Hezbollah reportedly has been trained on the Scud short-range ballistic missile, although there are mixed reports on whether any have been transferred into Lebanon. Other than the Scud, Hezbollah is believed to have acquired the M600, a guided missile manufactured by Syria and based on Iran’s Fateh A-110. The M600 is thought to have a 500-kilogram warhead, a range of 240 kilometers and an ability to strike within 100 to 500 meters of its target.
Unusually for the secretive Syrian military, televised exercises were held in December 2011 and July 2012 to show off Syria’s missile capabilities, including anti-ship, anti-aircraft and surface-to-surface systems. The purpose appears to have been to warn the international community of the risks of a foreign military intervention on behalf of the Syrian opposition.
Of particular interest in the Hezbollah-Israel context was the first public unveiling of the M600, identified by the Syrians as the “Tishreen.” Also shown was the “Maysalun,” the Syrian-engineered version of the Iranian Zelzal-2.
Iron Dome’s stiffest test will come in the event of another war between Hezbollah and Israel.
How will Iron Dome cope against thousands of missiles launched by Hezbollah toward Israel, ranging from, perhaps, Scuds blasting out of camouflaged sites on Lebanon’s northern border with Syria, to M600s (or Tishreens) launched from converted shipping containers on the backs of civilian trucks in the central Bekaa Valley, to volleys of Fajr-5s fired from north of the Litani River, to 107mm and 122mm Katyushas peppering northern Israel from launchpads in the UNIFIL-patrolled southern border district?
Furthermore, Hezbollah is expected in the next conflict to deliberately aim its rockets at military, infrastructure and industrial targets, placing an additional burden on Iron Dome, which will be obliged to intercept a larger ratio of rockets than in the past, when the majority of projectiles landed in open areas.
It was telling to note that the abundant footage of the Syrian military exercises included at least two instances of large missiles being fired simultaneously, demonstrating “impressive synchronicity,” according to Uzi Rubin, an Israeli missile expert, writing in the U.K.-based Jane’s Defence Weekly in August.
“Multiplied many times, such synchronous launchings could saturate missile defence systems,” he wrote.

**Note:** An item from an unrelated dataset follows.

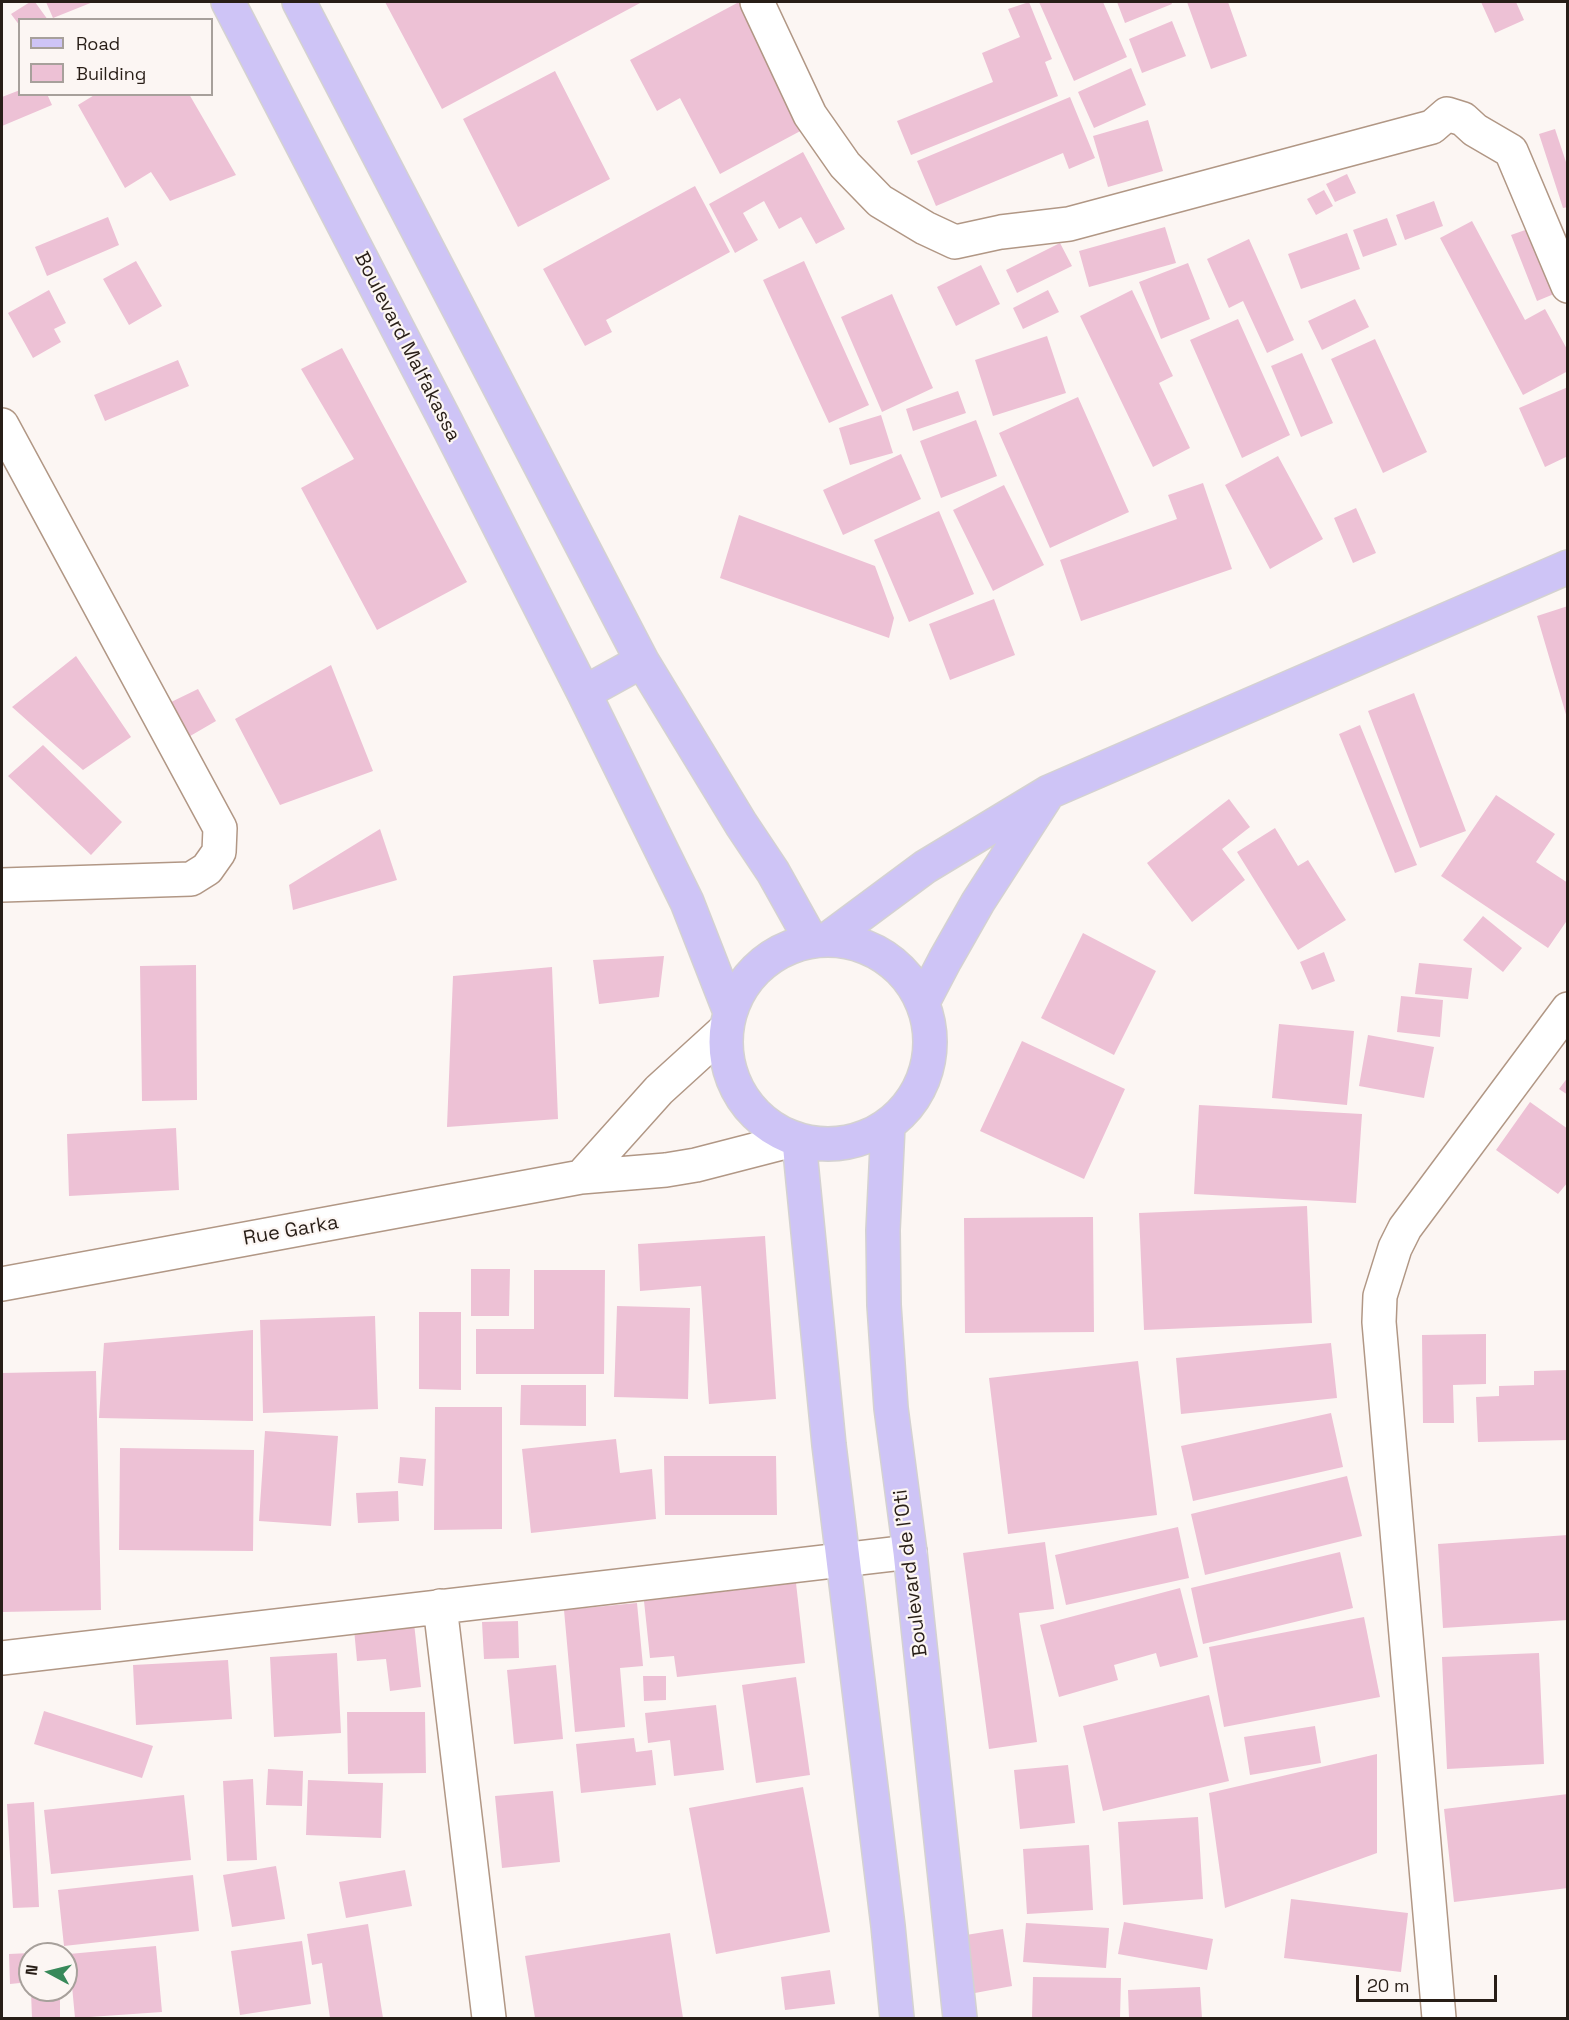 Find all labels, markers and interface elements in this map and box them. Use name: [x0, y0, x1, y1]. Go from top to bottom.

Even if Iron Dome is able to maintain its success rate against Hezbollah’s rockets, it remains a tactical solution to a strategic problem. Traditionally, the number of human casualties and amount of material damage inflicted by Hezbollah’s rockets has been minimal, partly due to the inaccuracy of the systems but also to the safety measures undertaken by Israeli governments to protect citizens, such as warning sirens and public bomb shelters.
Instead the real impact of the rocket barrages from Lebanon or Gaza is on the disruption of normal life and lost business. Anyone living in Israel within reach of an enemy’s rockets, whether emanating from Gaza or Lebanon, cannot pursue a normal daily existence while the conflict endures, regardless of the 80 to 90 percent success rate of Iron Dome. For example, if Hamas fires a total of 10,000 rockets at populated areas and Iron Dome intercepts 90 percent of them that still leaves 1,000 rockets smashing into Israeli homes and businesses.
If Hezbollah really has acquired Scuds, then in the next war the entire land space of Israel from Metulla to Eilat will fall under the shadow of Hezbollah’s rockets.
In a note of caution amid the back-slapping in Israel over the Iron Dome’s success, Aluf Benn, the editor of Israel’s Haaretz newspaper, wrote Wednesday that “one shouldn’t be fooled that this achievement will hold forever.
“The other side is also learning lessons from the battle and the interception of its rockets will certainly encourage the development of rockets that have the means to deceive radar ... Then those developing defense systems will need to find answers to these new challenges and on and on it will go.”